Waduk Gajah Mungkur, Tempat Wisata di Wonogiri

Sejak masa kolonial Belanda, gagasan untuk mengendalikan aliran Sungai Bengawan Solo yang sering menyebabkan beberapa bencana bagi warga sekitar, seperti banjir besar, menghancurkan sawah, merendam pemukiman, dan menimbulkan kerugian besar, mulai muncul. Pembangunan Waduk Gajah Mungkur secara resmi dilakukan pada tahun 1976. Di mana lokasi yang akan menjadi waduk merupakan kawasan pemukiman padat, sehingga sekitar 51 desa di 6 kecamatan di kabupaten Wonogiri harus direlokasi. Peristiwa ini dikenal dengan istilah “bedhol desa”. Istilah “bedhol desa” dalam bahasa Jawa berarti “mencabut desa” dari akarnya untuk dipindahkan ke tempat lain. Proses relokasi dilakukan secara bertahap. Pemerintah menyediakan lahan baru di berbagai wilayah, baik di sekitar Wonogiri maupun di daerah luar Jawa, seperti Sumatera dan Kalimantan. Setelah melalui proses yang panjang, Waduk Gajah Mungkur akhirnya resmi dioperasikan pada tahun 1981. Waduk ini dinamakan Waduk Gajah Mungkur karena mengambil simbol dari cerita rakyat tentang gajah raksasa yang konon tubuhnya menjelma menjadi perbukitan di sekitar Wonogiri. Waduk ini memiliki luas sekitar 8.800 hektar.

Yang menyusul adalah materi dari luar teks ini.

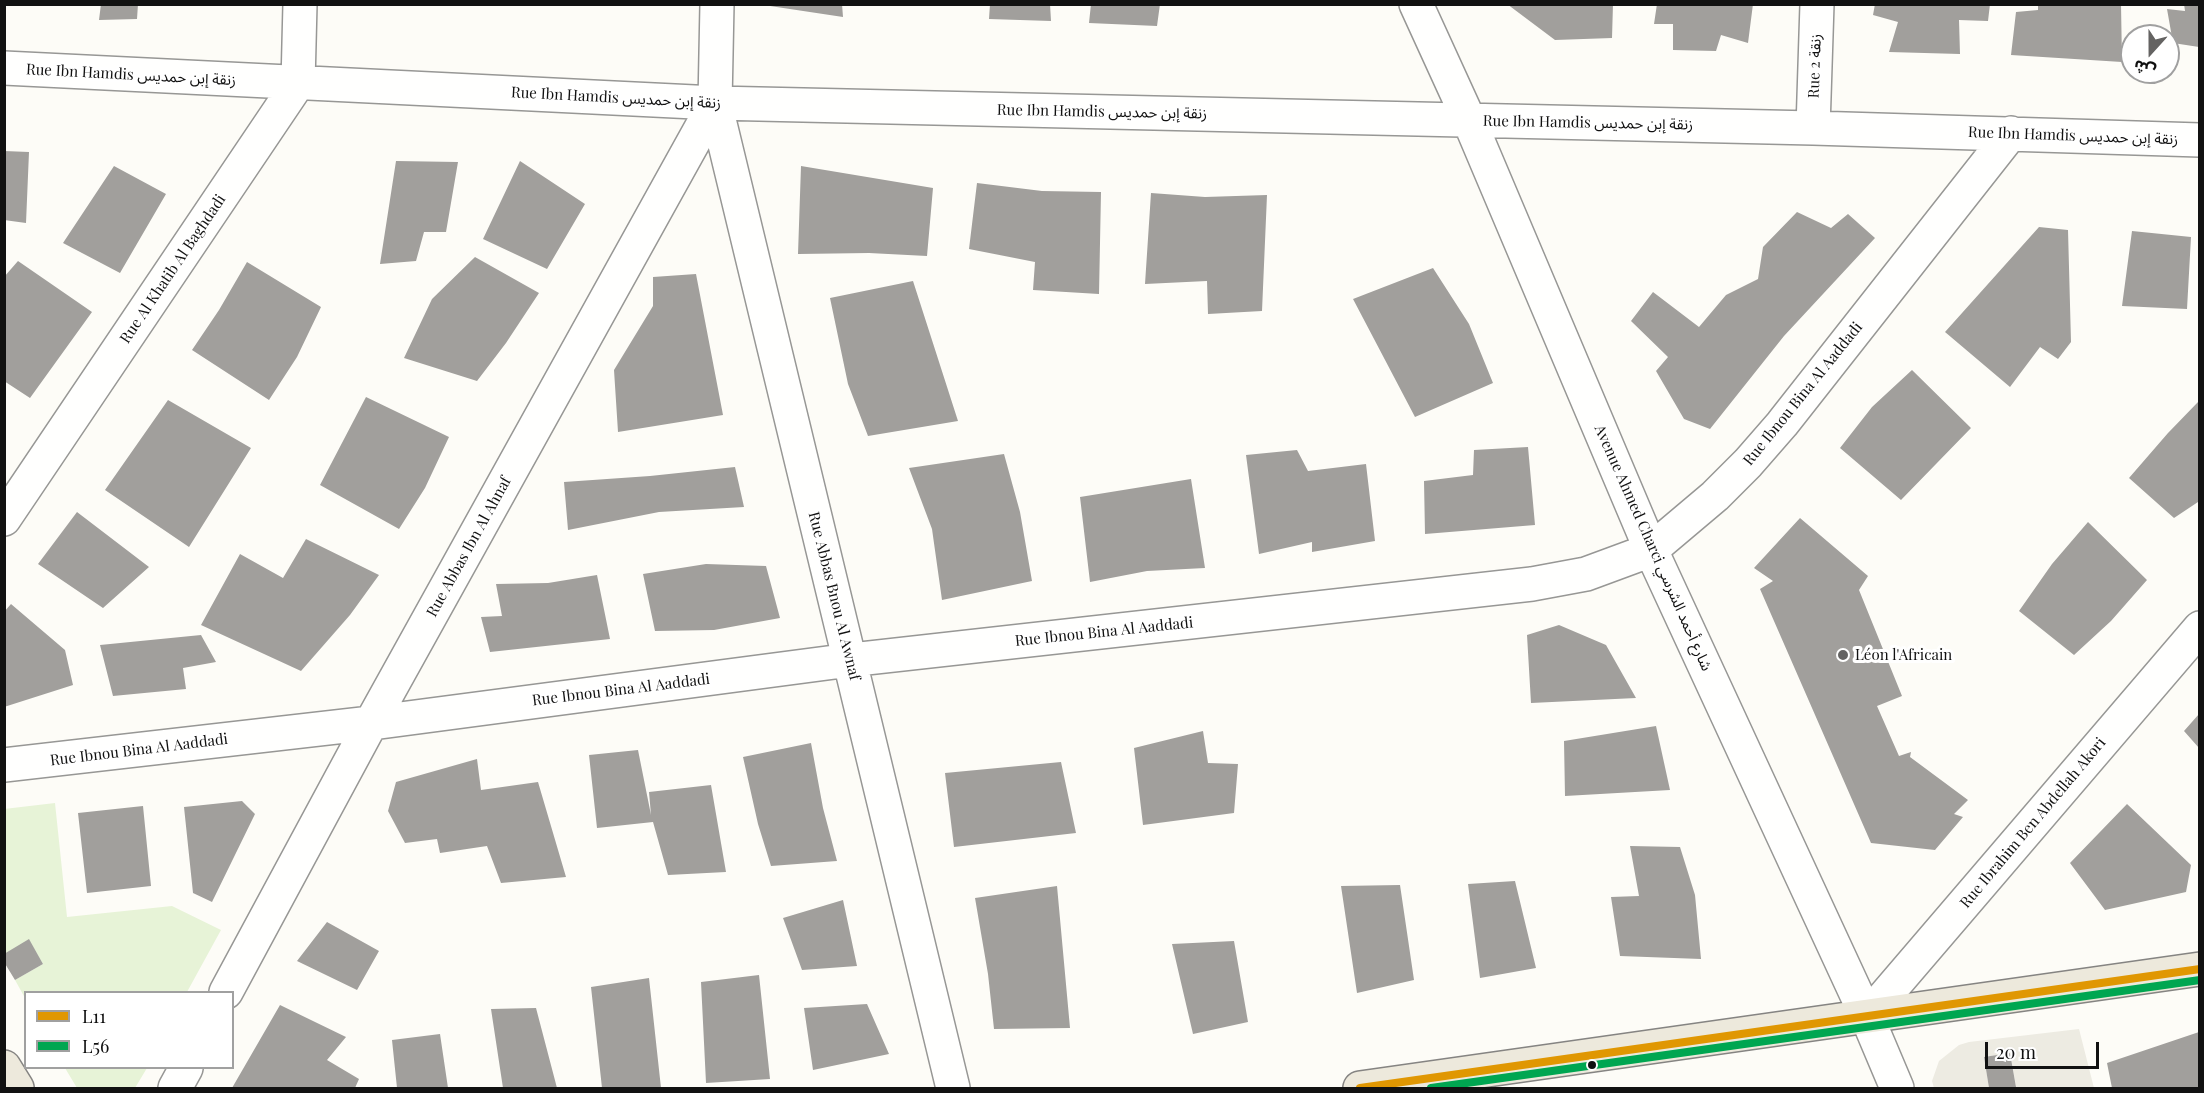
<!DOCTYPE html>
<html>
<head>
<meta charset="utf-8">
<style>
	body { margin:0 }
	#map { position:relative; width:2204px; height:1093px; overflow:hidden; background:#fdfcf7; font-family:"Playfair Display","Noto Sans Arabic",serif }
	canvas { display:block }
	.frame { position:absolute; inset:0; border:6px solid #111; pointer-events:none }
	.legend { position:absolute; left:24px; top:991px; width:210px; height:78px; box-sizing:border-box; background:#fff; border:2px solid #a0a0a0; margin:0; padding:8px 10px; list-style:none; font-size:18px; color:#111 }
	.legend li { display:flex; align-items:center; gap:12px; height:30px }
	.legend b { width:30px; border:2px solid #a0a0a0 }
	.north { position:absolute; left:2120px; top:24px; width:60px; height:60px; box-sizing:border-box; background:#fff; border:2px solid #a0a0a0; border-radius:50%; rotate:201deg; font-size:16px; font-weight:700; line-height:24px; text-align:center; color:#111 }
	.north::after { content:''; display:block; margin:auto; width:21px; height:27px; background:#646362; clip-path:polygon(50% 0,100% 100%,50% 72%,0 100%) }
	.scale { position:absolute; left:1985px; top:1042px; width:114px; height:27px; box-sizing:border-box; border:3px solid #111; border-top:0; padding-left:8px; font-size:18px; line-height:21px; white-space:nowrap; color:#111; -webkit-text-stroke:4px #fff; paint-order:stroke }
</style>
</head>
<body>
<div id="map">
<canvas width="2204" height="1093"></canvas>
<div class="frame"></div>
<ul class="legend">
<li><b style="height:8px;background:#e09702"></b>L11</li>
<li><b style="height:8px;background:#00a651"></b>L56</li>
</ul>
<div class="north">ش</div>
<div class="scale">20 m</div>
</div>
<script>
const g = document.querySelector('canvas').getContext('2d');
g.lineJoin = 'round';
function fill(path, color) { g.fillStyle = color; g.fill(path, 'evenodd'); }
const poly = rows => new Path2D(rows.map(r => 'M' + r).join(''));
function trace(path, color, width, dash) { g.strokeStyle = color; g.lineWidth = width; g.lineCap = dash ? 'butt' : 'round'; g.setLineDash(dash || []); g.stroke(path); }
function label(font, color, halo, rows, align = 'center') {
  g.font = font + ' "Playfair Display","Noto Sans Arabic",serif'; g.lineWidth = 6; g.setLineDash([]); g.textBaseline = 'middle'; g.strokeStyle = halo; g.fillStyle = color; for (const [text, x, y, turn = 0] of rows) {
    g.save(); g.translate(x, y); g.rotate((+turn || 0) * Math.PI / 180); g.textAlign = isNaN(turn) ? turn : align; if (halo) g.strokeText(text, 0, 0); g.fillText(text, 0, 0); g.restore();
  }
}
const green = poly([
	[55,803,67,917,172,906,221,930,187,992,26,992,25,998,15,980,43,964,29,940,5,954,4,809],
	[65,1068,147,1068,135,1088,77,1088]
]);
const plaza = poly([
	[2079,1029,2094,1088,2006,1088,2016,1086,2010,1053,1984,1057,1989,1088,1934,1088,1932,1081,1939,1061,1959,1045,1969,1042]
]);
const building = poly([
	[101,4,138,4,137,19,99,20],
	[770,4,842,4,843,17,770,6],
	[990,4,1050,4,1051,21,989,19],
	[1091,4,1160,4,1157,26,1089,23],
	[1507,4,1613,4,1612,38,1555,40],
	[1657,4,1753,4,1748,43,1721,35,1716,51,1673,50,1673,24,1654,24],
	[1875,4,1990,4,1988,21,1959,20,1960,54,1889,52,1898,22,1873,15],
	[2038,4,2121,4,2122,62,2011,55,2016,12,2038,10],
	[2184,4,2199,4,2199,47,2173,43,2167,9,2185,11],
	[4,151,29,152,26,223,4,220],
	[396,161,458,162,446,232,424,232,416,261,380,264],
	[520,161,585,204,547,269,483,239],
	[114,166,166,194,120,273,63,243],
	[801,166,933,188,927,256,869,253,798,254],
	[977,183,1042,191,1101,192,1099,294,1033,290,1035,262,969,249],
	[1151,193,1205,197,1267,195,1262,311,1208,314,1207,281,1145,284],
	[1797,212,1831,228,1848,214,1875,238,1784,336,1710,429,1684,419,1656,371,1668,357,1631,321,1653,292,1699,327,1726,295,1758,279,1763,247],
	[2039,227,2068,230,2071,342,2058,359,2040,347,2010,387,1945,332],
	[2132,231,2191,237,2187,309,2122,306],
	[475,257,539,293,506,343,477,381,404,358,432,299],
	[18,261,92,312,30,398,4,381,4,277],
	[247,262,321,307,297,357,269,400,192,350,219,310],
	[1433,268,1469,324,1493,383,1415,417,1353,299],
	[696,274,723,415,618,432,614,370,653,306,653,277],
	[913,281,958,421,868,436,848,384,830,298],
	[1912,370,1971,428,1901,500,1840,448,1872,407],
	[366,397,449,437,425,488,399,529,320,485],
	[168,400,251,448,189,547,105,490],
	[2199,401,2199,503,2198,502,2174,518,2129,478,2168,433],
	[1528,447,1535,525,1425,534,1424,481,1473,475,1474,450],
	[1297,450,1308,471,1366,464,1375,541,1312,552,1312,542,1259,554,1246,455],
	[1004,454,1020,512,1032,581,942,600,932,529,909,468],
	[735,467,744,507,659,512,568,530,564,482,650,476],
	[1191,479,1205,568,1147,571,1090,582,1080,497],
	[77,512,149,567,103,608,38,564],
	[1800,518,1868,576,1859,590,1902,696,1877,706,1899,756,1911,752,1910,757,1968,800,1954,814,1963,817,1935,850,1871,843,1760,589,1773,581,1754,568],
	[2088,522,2147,580,2111,621,2074,655,2019,611,2052,564],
	[306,539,379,575,350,615,301,671,201,625,240,554,283,578],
	[706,564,766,566,780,618,714,630,655,631,643,574],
	[597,575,610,639,490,652,481,617,502,616,496,584,548,583],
	[11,604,65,650,73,685,4,707,4,612],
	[1559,625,1606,645,1636,698,1531,703,1527,635],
	[201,635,216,662,183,668,186,689,113,696,100,645],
	[2199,714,2199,748,2184,731],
	[1656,726,1670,790,1565,796,1564,741],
	[1203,731,1208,763,1238,764,1234,813,1143,825,1134,748],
	[811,743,823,808,837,861,771,866,758,824,743,757],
	[638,750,651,815,649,792,711,785,726,872,668,875,653,822,597,828,589,755],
	[477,759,481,790,538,782,566,877,501,883,487,846,440,853,437,839,405,843,388,811,396,782],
	[1061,762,1076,833,954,847,945,773],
	[242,801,255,814,212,902,193,893,184,807],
	[2127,804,2191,865,2186,892,2105,910,2070,863],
	[143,806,151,886,87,893,78,813],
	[1630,846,1680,847,1695,895,1701,959,1620,956,1611,897,1639,896],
	[1515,881,1536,968,1480,978,1468,884],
	[1400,885,1414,980,1357,993,1341,886],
	[1057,886,1070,1028,994,1029,988,974,975,898],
	[843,900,857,966,802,970,783,918],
	[327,922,379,951,357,990,297,961],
	[29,939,43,964,15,980,4,962,4,954],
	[1234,941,1248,1022,1193,1034,1172,944],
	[759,975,770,1079,706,1083,701,982],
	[649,978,661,1088,602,1088,591,987],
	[867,1004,889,1054,813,1070,804,1008],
	[280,1005,346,1037,327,1060,359,1079,355,1088,232,1088],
	[536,1008,557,1088,503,1088,491,1009],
	[2199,1032,2199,1088,2112,1088,2107,1063],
	[440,1034,448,1088,397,1088,392,1040],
	[2010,1053,2016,1087,1989,1088,1984,1057]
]);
const minor = poly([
	[717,4,715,103,953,1088],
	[1416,4,1469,120,1651,550,1867,1017,1897,1088],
	[4,68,715,103,1813,128,2200,140],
	[1813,128,1817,4],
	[4,519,298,83,300,4],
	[4,765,371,723,850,660,1532,584,1586,574,1651,550,1715,496,1748,463,1782,424,2011,133],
	[226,992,371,723,715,103],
	[1867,1017,2200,628],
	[175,1088,186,1068]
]);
const major = poly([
	[4,1067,17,1088],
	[1360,1088,2200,969]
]);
const bus1 = poly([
	[1360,1088,2200,969]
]);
const bus2 = poly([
	[1431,1088,2200,980]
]);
const markers = [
	[1843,655,6,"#646362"],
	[1592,1065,5,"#111"]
];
const streetNames = [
	["Rue 2 زنقة",1815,66,-88],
	["Rue Ibn Hamdis زنقة إبن حمديس",131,75,3],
	["Rue Ibn Hamdis زنقة إبن حمديس",616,98,3],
	["Rue Ibn Hamdis زنقة إبن حمديس",1102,112,1],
	["Rue Ibn Hamdis زنقة إبن حمديس",1588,123,1],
	["Rue Ibn Hamdis زنقة إبن حمديس",2073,136,2],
	["Rue Al Khatib Al Baghdadi",173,269,-56],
	["Rue Ibnou Bina Al Aaddadi",1803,394,-51],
	["Rue Abbas Ibn Al Ahnaf",469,547,-61],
	["Avenue Ahmed Charci شارع أحمد الشرسي",1653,548,66],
	["Rue Abbas Bnou Al Awnaf",834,596,76],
	["Rue Ibnou Bina Al Aaddadi",1104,632,-6],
	["Rue Ibnou Bina Al Aaddadi",621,690,-7],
	["Rue Ibnou Bina Al Aaddadi",139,750,-7],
	["Rue Ibrahim Ben Abdellah Akori",2033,823,-50]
];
const poiNames = [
	["Léon l'Africain",1855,655]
];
fill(green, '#e7f3d7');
fill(plaza, '#edebe2');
fill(building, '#a19f9c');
trace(minor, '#979795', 36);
trace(major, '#858482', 36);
trace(minor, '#fffffe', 33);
trace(major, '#ede9dc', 33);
trace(bus1, '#e09702', 8);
trace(bus2, '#00a651', 8);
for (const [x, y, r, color] of markers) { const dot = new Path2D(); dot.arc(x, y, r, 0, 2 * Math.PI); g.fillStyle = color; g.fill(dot); trace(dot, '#fff', 2); }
label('15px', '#111', '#fff', streetNames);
label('15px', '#111', '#fff', poiNames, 'left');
</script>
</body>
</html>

Waduk Gajah Mungkur memiliki banyak fungsi yang mendukung kehidupan masyarakat Wonogiri dan sekitarnya, seperti digunakan untuk irigasi pertanian, pembangkit listrik tenaga air, pengendalian banjir, perikanan air tawar, dan juga wisata. Air dari waduk ini mengairi sekitar 23.600 hektar lahan pertanian di wilayah Wonogiri, Sukoharjo, Karanganyar, hingga Bojonegoro. Selain itu, waduk ini juga menyalurkan energi listrik sebesar 12,4 megawatt melalui PLTA Gajah Mungkur. Waduk ini menjadi sumber penghidupan baru bagi warga sekitar, di mana banyak warga yang beralih profesi menjadi pembudidaya ikan di keramba jala apung, dengan hasil utama seperti nila, gurame, dan lele. Tidak hanya itu, keberadaan waduk juga memunculkan peluang usaha baru seperti rumah makan, penginapan, dan penyewaan perahu wisata. Hal ini menunjukkan bahwa Waduk Gajah Mungkur memiliki peran penting dalam mendorong pertumbuhan ekonomi lokal sekaligus meningkatkan kesejahteraan masyarakat sekitar.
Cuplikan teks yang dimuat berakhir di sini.